Sages add some commentary: People wanted to reach the sky to confront and defeat, or at least be on par with, god, or at least prevent the sky from falling on earth. And god didn’t have to descend, but did, as a lesson (memo: the bible is not a storybook. It’s a life lesson manual): to teach judges - if you’re to render judgment, you must first understand the litigants.
Fair enough. But it still makes you wonder. Why the divine intervention? Let them build. They’d eventually hit a natural limit – or realize higher and away is not closer to god. What prompted action from god? Divine insecurity? How was this even a threat?
Sure. I could easily answer that the bible was written by people who conjured a god similar to them, just more powerful and in the sky, but still then threatened by sky high builders who had to be stopped. I however had this question when I was religious and “knew” that god was omnipotent and for whom sky builders were as much an issue as ants.
Here’s my take – a timeless lesson from the bible, useful even for atheists. If you seek infinity, or are trying to find or match god, build real connection with humans.
Language isn’t just a tool for expanding your turf. It’s a bridge between people toward finding the bottomless well of spirit—call it God if you must—within each human.
The ultimate human experience isn’t up or out there – it’s in human relationship. Master that, and you’re closer to the divine than any telescope or particle collider could get you.
Instead of bonding with one language to connect deeper, people looked and still look everywhere else – the heavens, space, atoms, gadgets – hoping to hit the spiritual jackpot. Losing shared language forced work. Maybe the struggle is the point: understanding each other is hard, but infinitely more rewarding to the existential human than Mars or a neutrino.

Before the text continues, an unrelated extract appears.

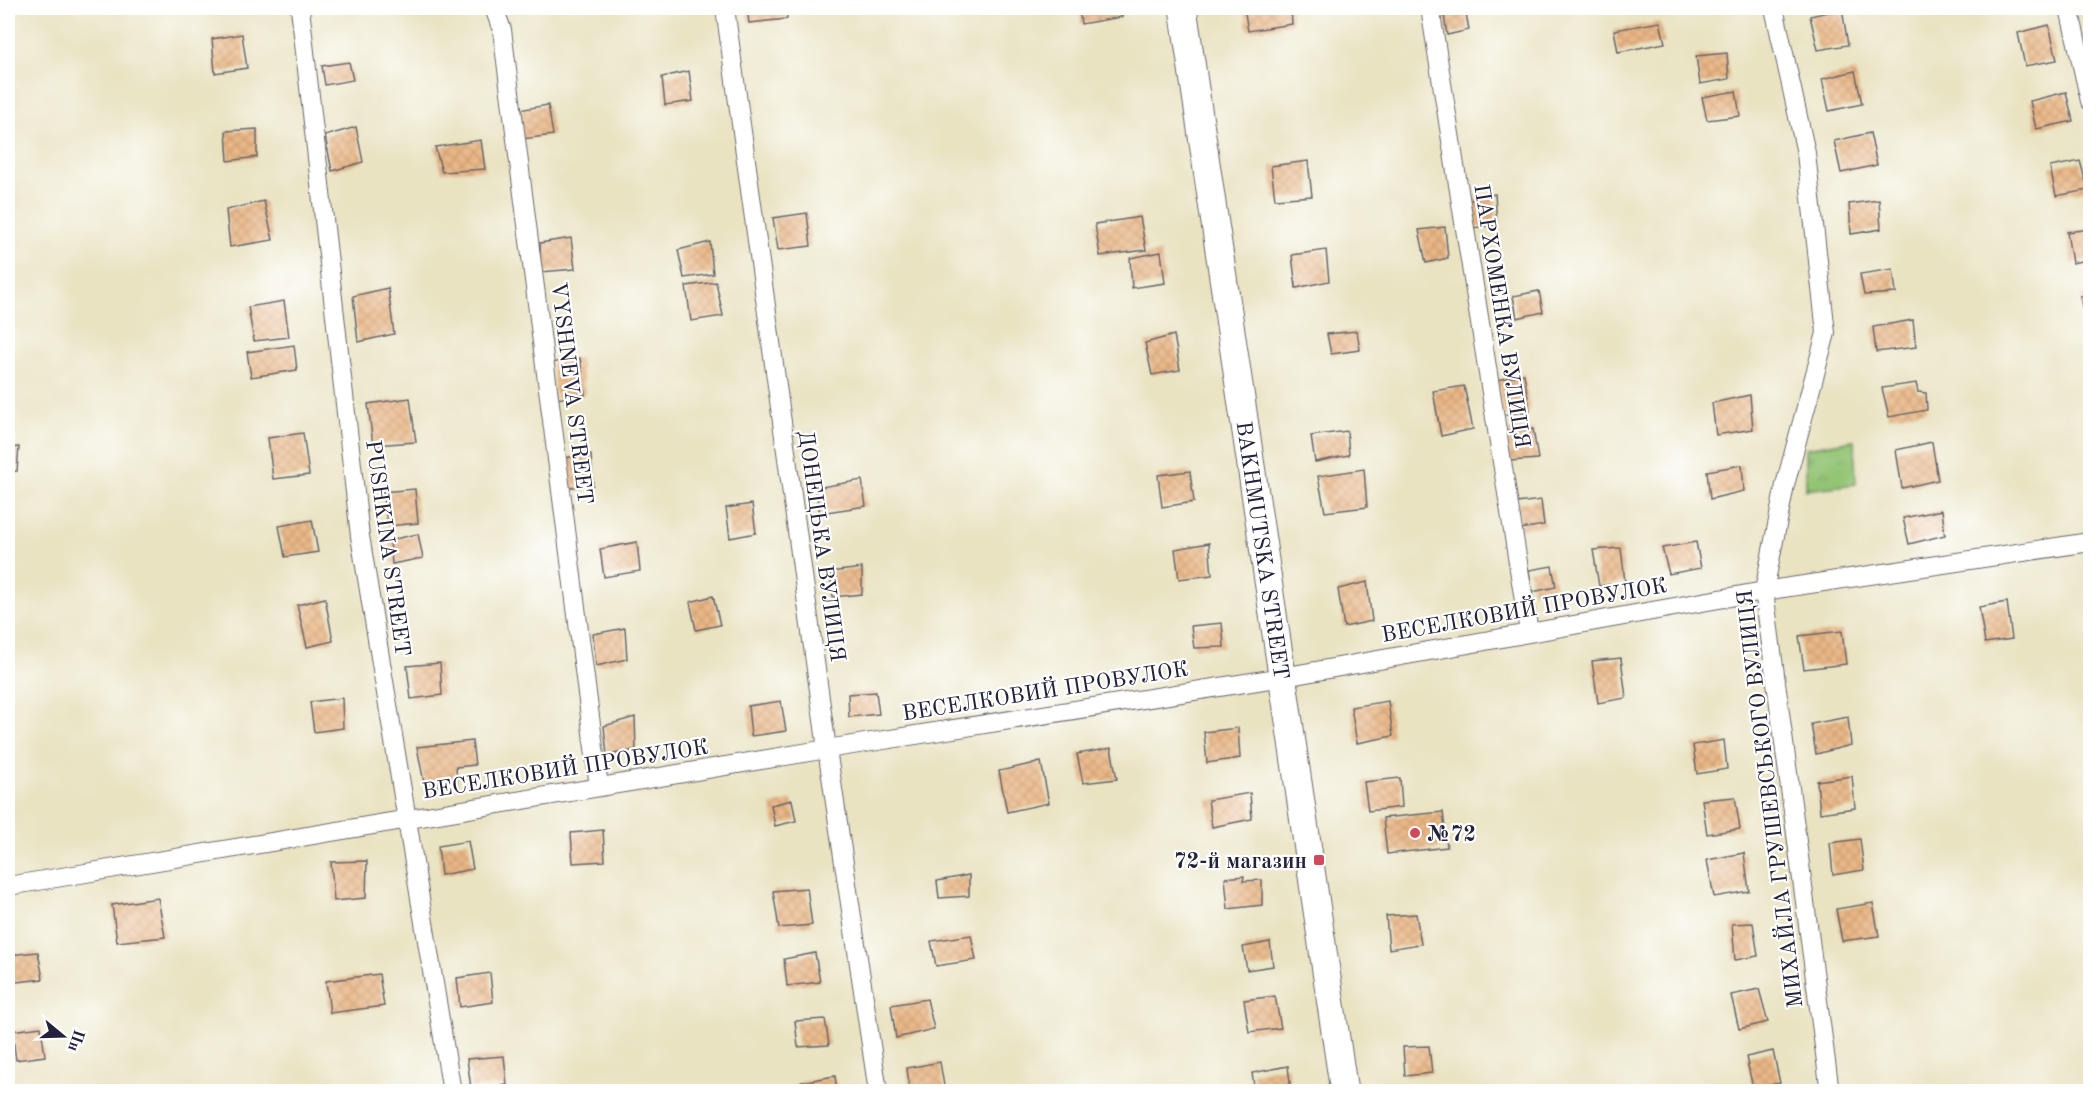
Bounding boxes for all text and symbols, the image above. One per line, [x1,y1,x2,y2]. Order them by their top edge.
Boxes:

We’ve built rockets, split the atom, walked on the moon, developed the internet and smartphones – and yet, we’re still primitive at being decent with each other. We kill, hurt, hate, and disrespect one another, as always. Human consciousness is still mostly a mystery, and we’re hunting “life” elsewhere?
Science is amazing, but social intercourse might just be the ultimate answer for our hyper-curiosity.
The keys to the universe might just be within us, and between us. For almost everyone, no matter the wealth or social standing, the best moments are with other humans who “get” them. Whether in a tin shed on milk crates or on teakwood loungers in a mountaintop mansion, deep connection—not stuff—checks the ultimate box.
So, do we only obsess over the expanse of the universe and the complexity of the atom, or shall we actually try for universal love and peace on earth?